02/15/19

OBHG hospitalists participating in national C-section reduction pilot in Bellevue, Wash.

overlake webOBHG hospitalists at Overlake Medical Center in Bellevue, Wash. are helping to pilot a new method of reducing cesarean sections and increasing the rate of vaginal deliveries. Overlake is one of only four hospitals in the country partnering with Ariadne Labs – a joint center of Brigham and Women’s Hospital and the Harvard T.H. Chan School of Public Health – on the Team Birth Project, an innovative program focused on empowering mothers and all members of the birth team to initiate communication and inspire more collaborative teamwork to achieve better outcomes for mothers and babies.

The Team Birth Project was created to empower women and couples to communicate their birth plans and to share in the decision-making process during childbirth. The project uses tools to support best practices in clinical decision-making and communication that support and empower women’s preferences using a team approach. “The hope is to see a reduction in unnecessary cesarean deliveries by improving appropriate care and avoiding overtreatment,” said Lisbeth Jordan, MD, OBHG site director of OB hospitalists at Overlake.

A key component of the 18-month initiative is a labor and birth planning board, a patient-facing whiteboard located in every labor and delivery room that serves as a shared reference for patients, families and care team members such as nurses, midwives, obstetricians, anesthesiologists, neonatologists and other specialists. In addition to serving as a central, visible place to capture a mother’s intended birth plan, the tool is meant to foster teamwork, communication, and empowerment of women and families while reducing overtreatment. Also, as part of the program “huddles” are held regularly by providers, staff and families to discuss care decisions and preferences as they align with the birth plan.

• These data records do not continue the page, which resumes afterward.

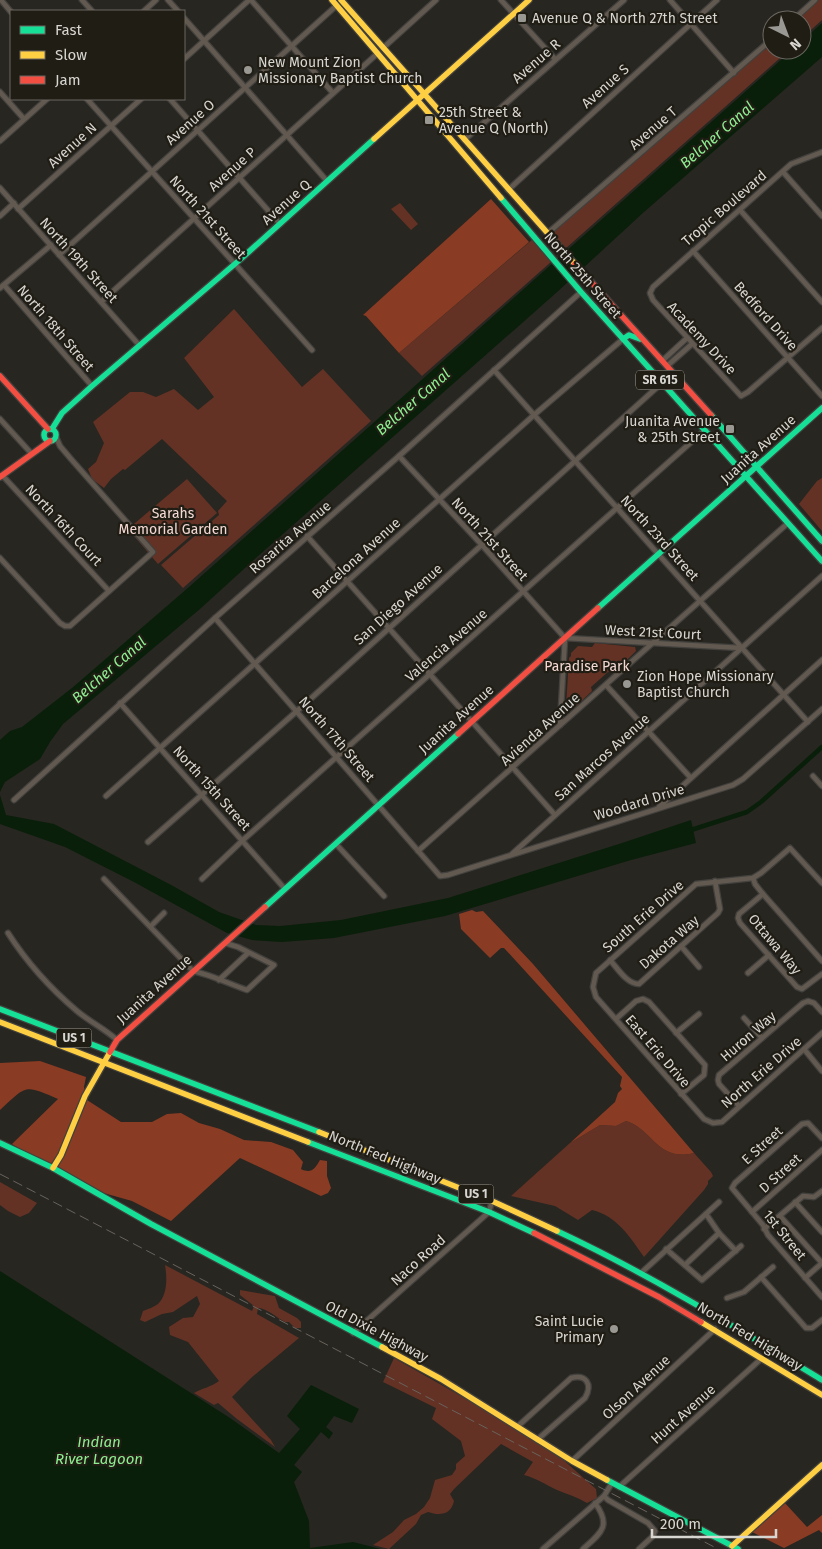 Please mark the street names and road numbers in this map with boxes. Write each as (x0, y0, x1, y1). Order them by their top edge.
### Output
street label: Avenue R (509, 35, 564, 87)
street label: Avenue S (578, 60, 633, 112)
street label: Avenue O (162, 96, 218, 149)
street label: Avenue T (626, 103, 681, 154)
street label: Avenue N (44, 119, 100, 172)
street label: Avenue P (205, 144, 260, 195)
street label: Tropic Boulevard (678, 167, 770, 250)
street label: North 21st Street (166, 172, 250, 263)
street label: Avenue Q (258, 176, 314, 229)
street label: North 19th Street (36, 214, 122, 307)
street label: North 25th Street (540, 229, 625, 323)
street label: Bedford Drive (730, 278, 801, 354)
street label: North 18th Street (14, 282, 98, 376)
street label: Academy Drive (664, 298, 740, 378)
road number: SR 615 (636, 370, 684, 390)
street label: Juanita Avenue (717, 411, 799, 487)
street label: North 16th Court (22, 481, 106, 570)
street label: North 23rd Street (617, 492, 703, 585)
street label: North 21st Street (448, 494, 532, 585)
street label: Rosarita Avenue (246, 497, 335, 577)
street label: Barcelona Avenue (309, 514, 404, 603)
street label: San Diego Avenue (351, 560, 446, 649)
street label: Valencia Avenue (402, 605, 491, 686)
street label: West 21st Court (604, 621, 703, 644)
street label: Juanita Avenue (415, 681, 497, 757)
street label: Avienda Avenue (497, 689, 583, 769)
street label: North 17th Street (295, 693, 379, 786)
street label: San Marcos Avenue (551, 710, 653, 804)
street label: North 15th Street (169, 742, 255, 835)
street label: Woodard Drive (592, 781, 686, 824)
street label: South Erie Drive (599, 877, 687, 956)
street label: Ottawa Way (744, 911, 805, 978)
street label: Dakota Way (636, 912, 703, 973)
street label: Juanita Avenue (113, 951, 195, 1027)
street label: Huron Way (717, 1008, 780, 1065)
street label: East Erie Drive (621, 1011, 694, 1091)
road number: US 1 (56, 1028, 92, 1048)
street label: North Erie Drive (718, 1033, 805, 1112)
street label: E Street (738, 1122, 787, 1168)
street label: North Fed Highway (326, 1127, 443, 1188)
street label: D Street (756, 1149, 806, 1197)
road number: US 1 (458, 1184, 494, 1204)
street label: 1st Street (759, 1207, 810, 1264)
street label: Naco Road (387, 1231, 449, 1289)
street label: Old Dixie Highway (322, 1297, 431, 1366)
street label: North Fed Highway (694, 1298, 805, 1374)
street label: Olson Avenue (599, 1352, 674, 1423)
street label: Hunt Avenue (648, 1381, 719, 1448)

“As hospitalists, our initial involvement in the Team Birth Project involves triaging the patient in the obstetrical emergency room to prevent premature admission of laboring women,” said Dr. Jordan. “Part of the project includes an admission decision aid containing guidelines to confirm whether admission is necessary and what options can be offered to keep patients comfortable and minimize interventions if admission is deferred. From there, we are considered part of the patient’s labor team and the patient is made aware of our role as an emergency obstetrical provider."

According to Dr. Jordan, the project has been very well received. “Everything is centered around supporting and empowering patients and working together in making a positive difference in their birth experience,” said Dr. Jordan. “Not only is the program designed to make patients feel more involved in their care, but it also reinforces the team aspect of having everyone working together through the labor and delivery process.”